The following are some short notes on OpenAI’s Image-GPT paper, which is in my opinion one of the most important papers that came out in recent years.
The motivating question behind this paper is this: can likelihood-based generative pre-training lead to strong transfer learning results in computer vision? This question is inspired by the success of this same technique in NLP (where it’s commonly known as language modeling). In computer vision on the other hand, successful transfer has so far been achieved mostly through other (non-generative) pre-training objectives, like supervised pre-training (on ImageNet etc.), or more recently self-supervised pre-training (MoCo, SimCLR, BYOL, etc.). This raises the interesting question of whether there might be some fundamental differences between language and vision tasks that make these different methods more appropriate for these two respective domains. The Image-GPT paper answers this question in the negative and shows for the first time that likelihood-based generative pre-training can also lead to very strong transfer learning results provided that we use the right kind of architecture (GPT) at the right scale.
The other main interesting result from this paper is that the very same GPT architecture is shown to perform well in both language prediction and image prediction tasks, suggesting that these (and similar) tasks may share a deep common computational core (something very general like: predict given as much context as possible) despite their many superficial differences and can be solved effectively by the same kind of computational architecture. I think this observation has important implications for the brain and evolution. To me, one of the things it suggests is that whatever inductive biases our brains (more specifically, our neocortex) might have, they’re probably not very domain-specific biases like many psychologists seem to believe (e.g. specific biases about visual objects, agents, or language). Rather, they’re probably much more generic biases, having to do with better information processing in some very general sense, like being able to integrate over a much longer context, or being able to do better deep credit assignment (i.e. dealing with vanishing/exploding gradients) etc. It is important to emphasize here that the GPT architecture itself embodies absolutely no language-specific or vision-specific inductive biases.

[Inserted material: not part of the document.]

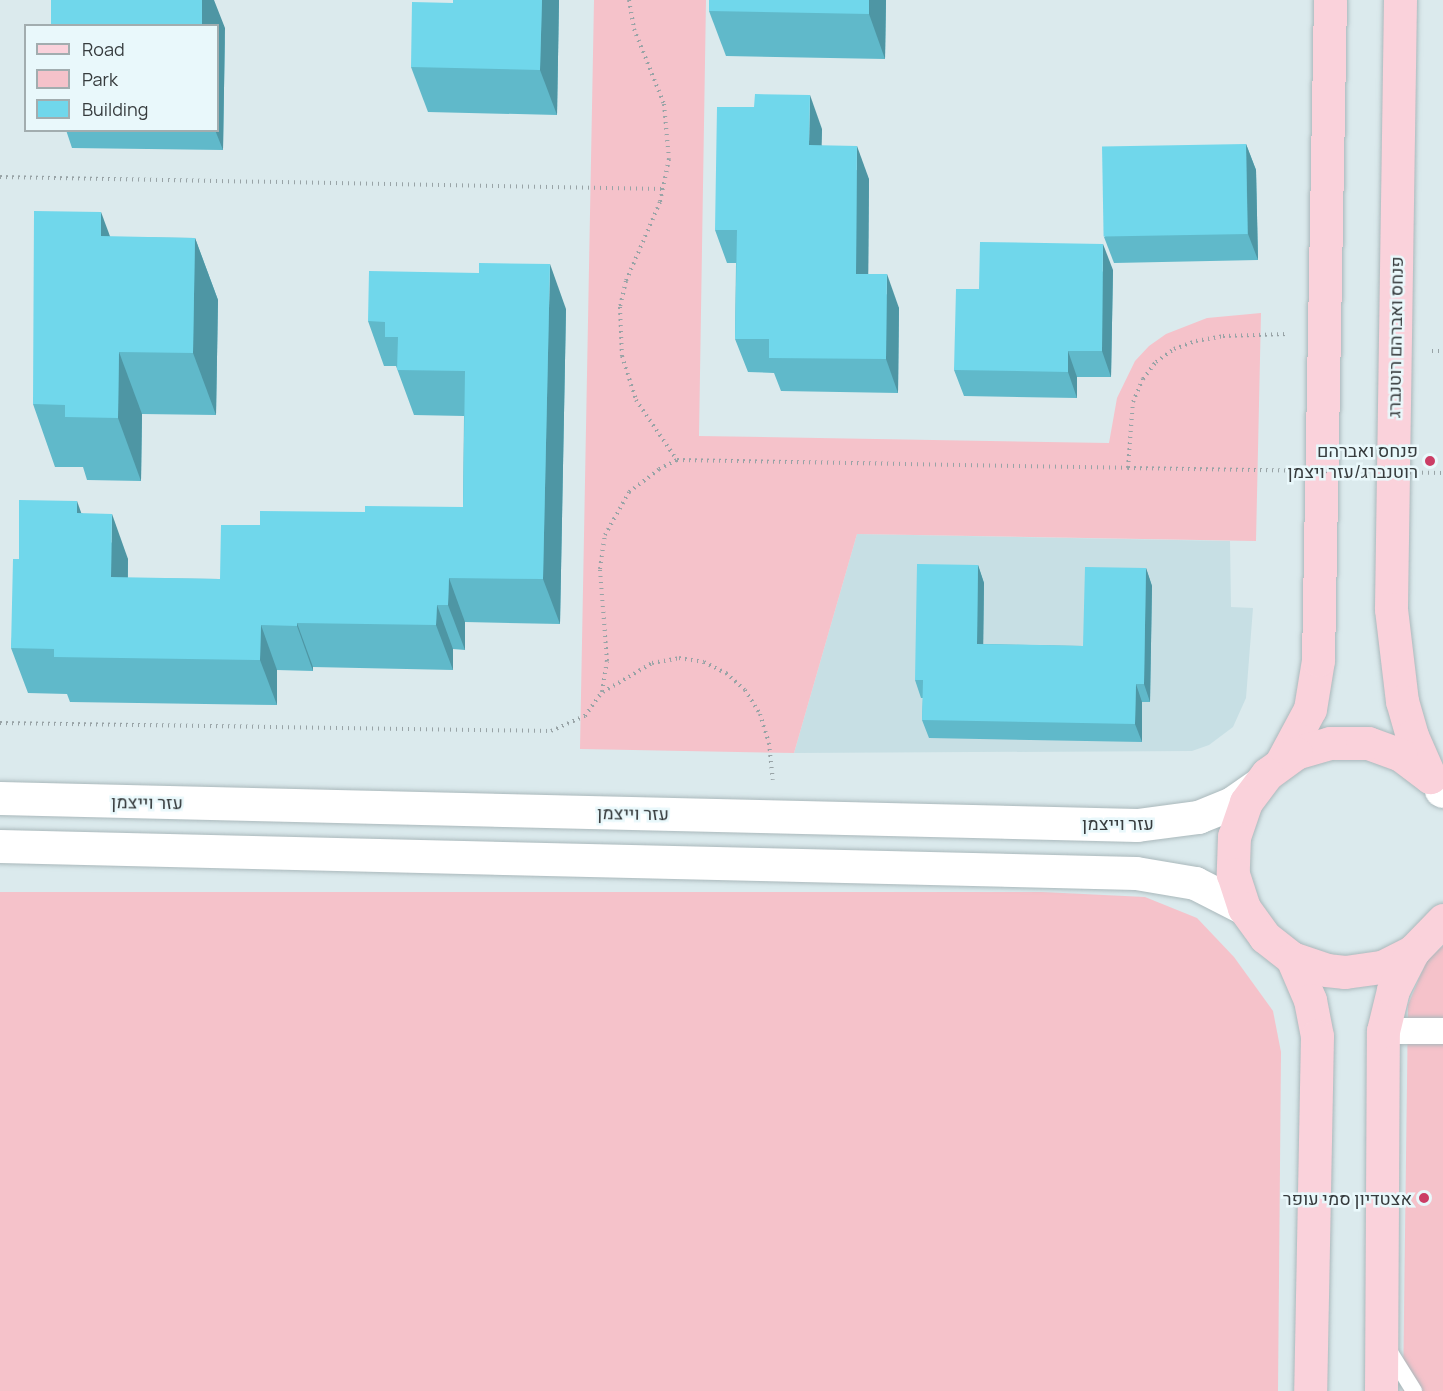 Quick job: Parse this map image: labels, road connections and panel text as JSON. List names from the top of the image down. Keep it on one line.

This idea also accords well with the sources of recent progress in machine learning. When I look at what drives significant architectural progress in machine learning today, most of the time it’s somebody proposing a solution to a very generic information processing problem: in ResNets, solving an optimization problem (vanishing/exploding gradients); in transformers, getting rid of the serial processing bottleneck of RNNs to make it feasible to integrate over a much longer context; in batch normalization, dealing with the covariate shift problem during training etc. Certainly, biological evolution doesn’t have to respect the same rules as human innovation, but at least to me this suggests that there’s maybe more bang for the buck in targeting these general information processing related problems than targeting more domain specific issues, which makes it more plausible that evolution may also be primarily targeting the same general issues.
One final interesting result in the Image-GPT paper is that even for the same validation loss in the generative pre-training task (i.e. ImageNet modeling), bigger models seem to show better transfer learning performance (Figure 3 in the paper). This is interesting in light of my criticism of the GPT-3 paper, where different sized models were not given the same amount of compute and it seemed likely that the smaller models would reach the same (or maybe even better) validation loss as the largest 175B-parameter model if they were given the same amount of compute. The results in the Image-GPT paper suggest that even in that case, the larger models might have had an advantage in terms of transfer performance, but it would have been much better if, just like the Image-GPT paper, the GPT-3 paper had actually carried out this important experiment to see if the larger models have a transfer advantage above and beyond what can be accounted for by validation loss (or compute) alone.